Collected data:

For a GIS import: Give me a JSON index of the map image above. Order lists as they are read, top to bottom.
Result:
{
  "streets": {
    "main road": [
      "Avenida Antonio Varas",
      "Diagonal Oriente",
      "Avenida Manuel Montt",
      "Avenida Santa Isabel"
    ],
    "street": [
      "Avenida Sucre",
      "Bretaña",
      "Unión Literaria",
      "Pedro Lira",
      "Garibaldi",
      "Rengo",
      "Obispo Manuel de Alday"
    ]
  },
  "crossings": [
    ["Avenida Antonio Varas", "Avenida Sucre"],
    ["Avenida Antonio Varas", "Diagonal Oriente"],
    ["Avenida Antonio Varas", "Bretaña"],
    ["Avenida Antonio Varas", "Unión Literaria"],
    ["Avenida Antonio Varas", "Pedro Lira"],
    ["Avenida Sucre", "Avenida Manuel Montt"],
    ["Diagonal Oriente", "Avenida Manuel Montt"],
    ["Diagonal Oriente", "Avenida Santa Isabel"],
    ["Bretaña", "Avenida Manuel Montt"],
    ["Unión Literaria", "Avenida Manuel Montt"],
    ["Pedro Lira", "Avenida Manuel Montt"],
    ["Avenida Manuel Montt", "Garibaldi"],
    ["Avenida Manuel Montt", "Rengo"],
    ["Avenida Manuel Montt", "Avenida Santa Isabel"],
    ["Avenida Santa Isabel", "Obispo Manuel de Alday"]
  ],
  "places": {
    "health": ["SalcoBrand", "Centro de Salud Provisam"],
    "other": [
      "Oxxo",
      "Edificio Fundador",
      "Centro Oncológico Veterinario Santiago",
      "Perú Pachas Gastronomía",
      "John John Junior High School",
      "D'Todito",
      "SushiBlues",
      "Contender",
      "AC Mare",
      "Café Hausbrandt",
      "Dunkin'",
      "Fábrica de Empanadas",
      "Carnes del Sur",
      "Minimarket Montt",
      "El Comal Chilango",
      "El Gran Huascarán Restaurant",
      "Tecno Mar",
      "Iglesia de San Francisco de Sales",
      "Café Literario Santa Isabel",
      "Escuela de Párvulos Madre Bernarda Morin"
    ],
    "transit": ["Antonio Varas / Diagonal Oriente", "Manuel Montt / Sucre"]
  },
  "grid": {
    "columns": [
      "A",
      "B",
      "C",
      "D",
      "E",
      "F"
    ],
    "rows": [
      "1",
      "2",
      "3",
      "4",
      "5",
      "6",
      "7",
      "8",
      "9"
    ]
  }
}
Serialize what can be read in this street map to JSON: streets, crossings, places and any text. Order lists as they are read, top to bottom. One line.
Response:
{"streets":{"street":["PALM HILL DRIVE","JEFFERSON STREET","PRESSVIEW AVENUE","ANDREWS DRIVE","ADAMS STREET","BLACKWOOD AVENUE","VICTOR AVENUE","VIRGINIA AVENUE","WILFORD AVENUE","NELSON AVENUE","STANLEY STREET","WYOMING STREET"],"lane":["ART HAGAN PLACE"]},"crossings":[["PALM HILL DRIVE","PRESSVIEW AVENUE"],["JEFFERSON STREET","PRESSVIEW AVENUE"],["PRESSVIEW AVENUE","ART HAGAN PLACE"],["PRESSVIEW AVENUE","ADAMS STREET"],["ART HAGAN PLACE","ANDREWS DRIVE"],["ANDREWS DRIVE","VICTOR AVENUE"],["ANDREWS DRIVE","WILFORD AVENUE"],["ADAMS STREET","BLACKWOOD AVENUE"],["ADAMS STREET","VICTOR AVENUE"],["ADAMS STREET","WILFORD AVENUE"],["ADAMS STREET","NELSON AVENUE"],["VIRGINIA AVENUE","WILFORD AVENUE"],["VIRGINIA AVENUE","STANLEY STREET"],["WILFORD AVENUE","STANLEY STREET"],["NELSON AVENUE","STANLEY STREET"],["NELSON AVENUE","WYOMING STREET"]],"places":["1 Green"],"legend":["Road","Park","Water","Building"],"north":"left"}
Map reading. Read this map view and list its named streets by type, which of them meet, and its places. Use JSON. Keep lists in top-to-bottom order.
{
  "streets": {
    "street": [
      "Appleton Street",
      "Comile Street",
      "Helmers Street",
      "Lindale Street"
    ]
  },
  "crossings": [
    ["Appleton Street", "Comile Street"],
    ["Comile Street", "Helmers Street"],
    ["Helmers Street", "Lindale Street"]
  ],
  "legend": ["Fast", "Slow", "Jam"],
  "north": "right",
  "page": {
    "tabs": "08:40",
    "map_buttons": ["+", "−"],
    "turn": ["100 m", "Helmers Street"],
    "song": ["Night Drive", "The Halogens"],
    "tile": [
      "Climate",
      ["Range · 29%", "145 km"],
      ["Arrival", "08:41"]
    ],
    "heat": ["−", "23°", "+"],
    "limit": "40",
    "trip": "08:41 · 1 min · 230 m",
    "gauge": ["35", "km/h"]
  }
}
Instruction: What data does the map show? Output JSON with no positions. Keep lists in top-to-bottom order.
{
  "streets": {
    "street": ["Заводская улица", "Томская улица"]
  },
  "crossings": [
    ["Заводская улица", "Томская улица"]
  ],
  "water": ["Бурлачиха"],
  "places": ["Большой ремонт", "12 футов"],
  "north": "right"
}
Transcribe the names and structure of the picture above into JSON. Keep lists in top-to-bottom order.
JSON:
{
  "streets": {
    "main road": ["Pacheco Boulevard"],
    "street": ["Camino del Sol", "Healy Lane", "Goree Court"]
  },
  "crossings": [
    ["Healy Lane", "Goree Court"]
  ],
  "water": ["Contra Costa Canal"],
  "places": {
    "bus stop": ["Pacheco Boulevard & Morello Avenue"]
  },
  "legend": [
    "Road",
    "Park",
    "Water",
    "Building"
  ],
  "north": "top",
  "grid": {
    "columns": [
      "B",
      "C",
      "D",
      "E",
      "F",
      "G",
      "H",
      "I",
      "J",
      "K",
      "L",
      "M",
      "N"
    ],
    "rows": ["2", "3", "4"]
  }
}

▸ **WORK TO COMPLETE**
Only the lines from the one with "Instruction: What data" through the final line above belong in the answer, each retyped exactly.

▸ **RESPONSE TO THE EXERCISE**
Instruction: What data does the map show? Output JSON with no positions. Keep lists in top-to-bottom order.
{
  "streets": {
    "street": ["Заводская улица", "Томская улица"]
  },
  "crossings": [
    ["Заводская улица", "Томская улица"]
  ],
  "water": ["Бурлачиха"],
  "places": ["Большой ремонт", "12 футов"],
  "north": "right"
}
Transcribe the names and structure of the picture above into JSON. Keep lists in top-to-bottom order.
JSON:
{
  "streets": {
    "main road": ["Pacheco Boulevard"],
    "street": ["Camino del Sol", "Healy Lane", "Goree Court"]
  },
  "crossings": [
    ["Healy Lane", "Goree Court"]
  ],
  "water": ["Contra Costa Canal"],
  "places": {
    "bus stop": ["Pacheco Boulevard & Morello Avenue"]
  },
  "legend": [
    "Road",
    "Park",
    "Water",
    "Building"
  ],
  "north": "top",
  "grid": {
    "columns": [
      "B",
      "C",
      "D",
      "E",
      "F",
      "G",
      "H",
      "I",
      "J",
      "K",
      "L",
      "M",
      "N"
    ],
    "rows": ["2", "3", "4"]
  }
}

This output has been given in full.